Marcel Touquet naît le 10 octobre 1914 à Péret-Bel-Air, en Corrèze, dans le diocèse de Tulle. Installé très jeune à Clichy, en banlieue parisienne, il y trouve un emploi de magasinier. Il était courant à l’époque pour des jeunes venant de zones rurales d’aller vers les centres urbains pour trouver du travail et de meilleures opportunités.

Il s’engage dans la section locale de la Jeunesse Ouvrière Chrétienne (JOC), mouvement catholique fondé en 1925 pour aider les jeunes à vivre leur foi dans le monde du travail, à défendre leur dignité et à s’engager pour plus de justice sociale. La JOC repose sur une méthode simple, « voir, juger, agir », qui invite à observer la réalité, à l’éclairer à la lumière de l’Évangile, puis à agir concrètement. En France, la JOC a joué un rôle important dans la formation humaine, sociale et spirituelle de nombreux jeunes ouvriers, surtout entre 1930 et 1950. Marcel Touquet devient rapidement le responsable fédéral jociste pour Paris-Nord. Cette fonction lui permet de s’investir pleinement dans l’accompagnement spirituel et social des jeunes ouvriers.

Au déclenchement de la Seconde Guerre mondiale, en 1939, il est mobilisé avec le grade de sergent. Il sert au front à Sedan. La percée allemande dans les Ardennes, qui aboutit justement à Sedan, sonne le glas de la campagne de France et des espoirs de victoire anglo-françaises. Démobilisé après la débâcle, il reprend ses activités, notamment dans la JOC. Il se marie en octobre 1942. Peu après, il est envoyé en Allemagne au titre du Service du Travail Obligatoire (STO). Sa femme, alors enceinte, doit rester seule.

Placé à Berlin, il ne renonce pas à son engagement catholique qu’il reprend dès décembre 1942. Devenu l’un des responsables de l’apostolat catholique clandestin, il organise des activités spirituelles parmi les travailleurs français.
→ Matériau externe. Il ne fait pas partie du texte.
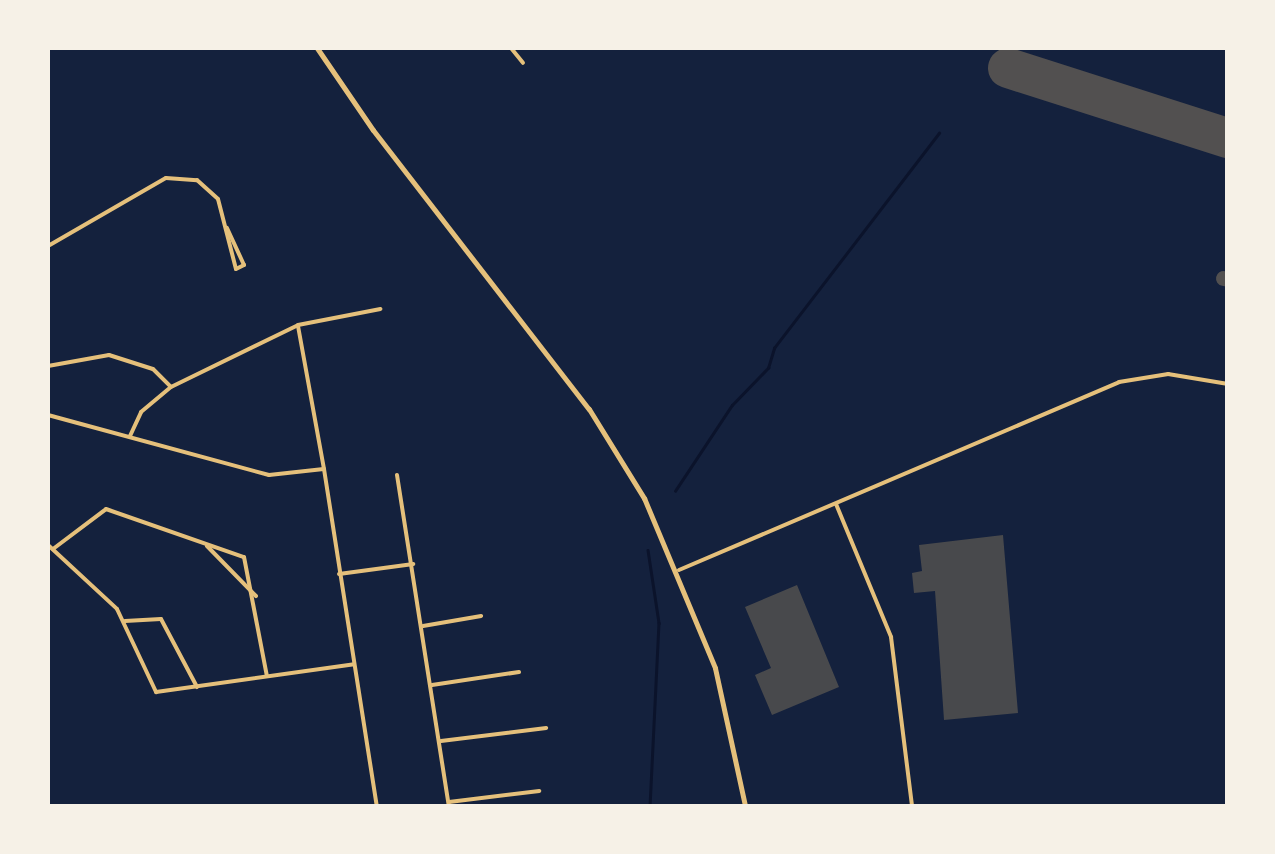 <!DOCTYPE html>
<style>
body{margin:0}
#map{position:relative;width:1275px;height:854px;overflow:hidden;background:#14213d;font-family:"Sofia Sans Condensed",sans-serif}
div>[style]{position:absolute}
.stream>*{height:2.5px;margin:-1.25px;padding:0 1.25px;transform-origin:1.25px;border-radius:1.25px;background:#0b132b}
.taxiway>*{height:15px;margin:-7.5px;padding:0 7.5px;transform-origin:7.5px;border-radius:7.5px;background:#525050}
.runway>*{height:40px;margin:-20px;padding:0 20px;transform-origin:20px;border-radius:20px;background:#525050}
.building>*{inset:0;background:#48494c}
.minor>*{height:4px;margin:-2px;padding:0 2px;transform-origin:2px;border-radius:2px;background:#e5c07b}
.tertiary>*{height:4px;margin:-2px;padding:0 2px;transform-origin:2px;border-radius:2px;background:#e5c07b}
.trunk>*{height:5px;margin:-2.5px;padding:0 2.5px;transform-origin:2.5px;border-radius:2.5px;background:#e5c07b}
span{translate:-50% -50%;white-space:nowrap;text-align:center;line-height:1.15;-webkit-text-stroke:10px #f6f1e7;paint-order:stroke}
.frame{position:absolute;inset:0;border:50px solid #f6f1e7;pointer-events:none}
</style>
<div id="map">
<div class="stream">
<div style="left:675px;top:491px;width:103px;rotate:-56.5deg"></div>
<div style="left:732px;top:405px;width:52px;rotate:-45.8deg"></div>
<div style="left:768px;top:368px;width:21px;rotate:-73deg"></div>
<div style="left:774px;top:348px;width:271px;rotate:-52.5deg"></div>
<div style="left:648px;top:550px;width:74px;rotate:81.4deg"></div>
<div style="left:659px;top:623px;width:183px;rotate:92.8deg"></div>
</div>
<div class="taxiway">
<div style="left:1223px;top:278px;width:5px;rotate:11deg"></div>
</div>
<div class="runway">
<div style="left:1008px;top:68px;width:231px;rotate:17.7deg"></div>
</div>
<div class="building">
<div style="clip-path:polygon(1003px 535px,1018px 713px,944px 720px,935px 591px,914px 593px,912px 573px,922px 571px,919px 545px)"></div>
<div style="clip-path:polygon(797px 585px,839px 687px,772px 715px,755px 675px,771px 668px,745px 607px)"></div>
</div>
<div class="minor">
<div style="left:511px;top:48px;width:19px;rotate:51deg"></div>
<div style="left:48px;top:246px;width:136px;rotate:-30deg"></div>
<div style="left:166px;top:178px;width:31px;rotate:4deg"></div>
<div style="left:197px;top:180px;width:28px;rotate:42deg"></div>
<div style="left:218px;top:199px;width:72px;rotate:75.6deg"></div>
<div style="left:236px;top:269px;width:9px;rotate:-27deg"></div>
<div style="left:244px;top:265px;width:41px;rotate:-114.7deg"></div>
<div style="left:298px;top:326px;width:145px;rotate:79.7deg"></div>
<div style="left:48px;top:366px;width:62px;rotate:-10.2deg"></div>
<div style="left:109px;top:355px;width:46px;rotate:17.7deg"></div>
<div style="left:153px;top:369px;width:25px;rotate:45deg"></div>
<div style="left:130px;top:436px;width:26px;rotate:-65deg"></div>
<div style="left:141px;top:412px;width:39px;rotate:-40deg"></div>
<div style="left:171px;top:387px;width:141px;rotate:-26deg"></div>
<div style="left:298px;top:325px;width:84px;rotate:-11deg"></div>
<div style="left:397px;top:475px;width:335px;rotate:81.1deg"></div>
<div style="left:836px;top:504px;width:144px;rotate:67.5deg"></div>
<div style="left:891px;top:637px;width:170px;rotate:82.9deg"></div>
<div style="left:207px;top:546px;width:70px;rotate:45.6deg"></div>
<div style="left:53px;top:549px;width:66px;rotate:-37deg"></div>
<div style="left:106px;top:509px;width:146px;rotate:19.2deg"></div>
<div style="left:244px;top:557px;width:121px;rotate:79.1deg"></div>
<div style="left:679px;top:570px;width:478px;rotate:-23.1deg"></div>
<div style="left:1119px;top:382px;width:50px;rotate:-9.3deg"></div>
<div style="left:1168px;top:374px;width:61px;rotate:9.5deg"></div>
<div style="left:339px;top:574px;width:75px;rotate:-7.7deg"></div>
<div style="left:125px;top:621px;width:36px;rotate:-3deg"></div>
<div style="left:161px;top:619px;width:77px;rotate:62.1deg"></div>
<div style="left:423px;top:626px;width:59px;rotate:-9.8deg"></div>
<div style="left:432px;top:685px;width:88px;rotate:-8.5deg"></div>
<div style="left:441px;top:741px;width:106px;rotate:-7.1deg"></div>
<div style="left:449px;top:802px;width:91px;rotate:-7deg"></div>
</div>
<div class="tertiary">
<div style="left:48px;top:415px;width:229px;rotate:15.2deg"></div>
<div style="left:269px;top:475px;width:55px;rotate:-6.2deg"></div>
<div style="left:324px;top:469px;width:341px;rotate:81.1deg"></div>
<div style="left:48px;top:545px;width:94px;rotate:42.8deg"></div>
<div style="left:117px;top:609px;width:92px;rotate:64.8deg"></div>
<div style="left:156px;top:692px;width:200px;rotate:-8deg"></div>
</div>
<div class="trunk">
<div style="left:317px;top:48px;width:99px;rotate:55.7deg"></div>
<div style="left:373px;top:130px;width:353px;rotate:52.3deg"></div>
<div style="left:589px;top:409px;width:105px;rotate:58.3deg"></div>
<div style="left:644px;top:498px;width:184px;rotate:67.3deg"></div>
<div style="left:715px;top:668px;width:141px;rotate:77.7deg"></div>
</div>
<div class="frame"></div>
</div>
Bravant l’interdiction des autorités nazies, il transmet informations et soutien aux camarades ouvriers grâce à ses liens avec des prêtres et des membres des réseaux chrétiens de la résistance. Il poursuit son action malgré le décret nazi du 3 décembre 1943 qui criminalise l’action catholique auprès des travailleurs français. Les rapports entre les nazis et les catholiques ont toujours été conflictuels. Malgré le concordat avec le Vatican, signé en 1933, le régime hitlérien multiplie les actes hostiles (surveillance, propagande antichrétienne, arrestations de prêtres et dissolution des mouvements catholiques) ; le nazisme, idéologie totalitaire et raciale, étant fondamentalement incompatible avec la foi chrétienne, qui affirme la dignité de toute personne.

Reconnu comme un élément central de l’action catholique, Marcel Touquet est finalement arrêté le 25 août 1944 pour toutes ses actions de résistance. Il est déporté au camp de Sachsenhausen puis à celui de Ravensbrück où il porte le matricule 11403. Dans le contexte de revers que connaît le régime nazi, il est transféré au kommando de Peenemünde, qui est un camp annexe du système concentrationnaire nazi, rattaché notamment à Ravensbrück et Sachsenhausen, situé sur la côte de la Baltique. Là, les déportés sont contraints de travailler dans des conditions extrêmes sur des sites militaires secrets, en particulier pour le programme des fusées V2. La mortalité y est très élevée. Finalement, au plus fort de la débâcle allemande, Marcel Touquet est placé dans un convoi de détenus malades qui est abandonné en pleine forêt. Il meurt ainsi en déportation à la fin de l’hiver 1945, sans doute après le 24 janvier 1945, lors de ce convoi inhumain.

En 1988, l’Église reconnait que la haine de la foi a motivé la persécution de Marcel Touquet et par là même son martyre. La démarche de béatification est lancée jusqu’à la reconnaissance officielle du martyre par le pape Léon XIV. Marcel Touquet est béatifié le 13 décembre 2025 à Notre-Dame de Paris parmi un groupe de 50 martyrs français du nazisme.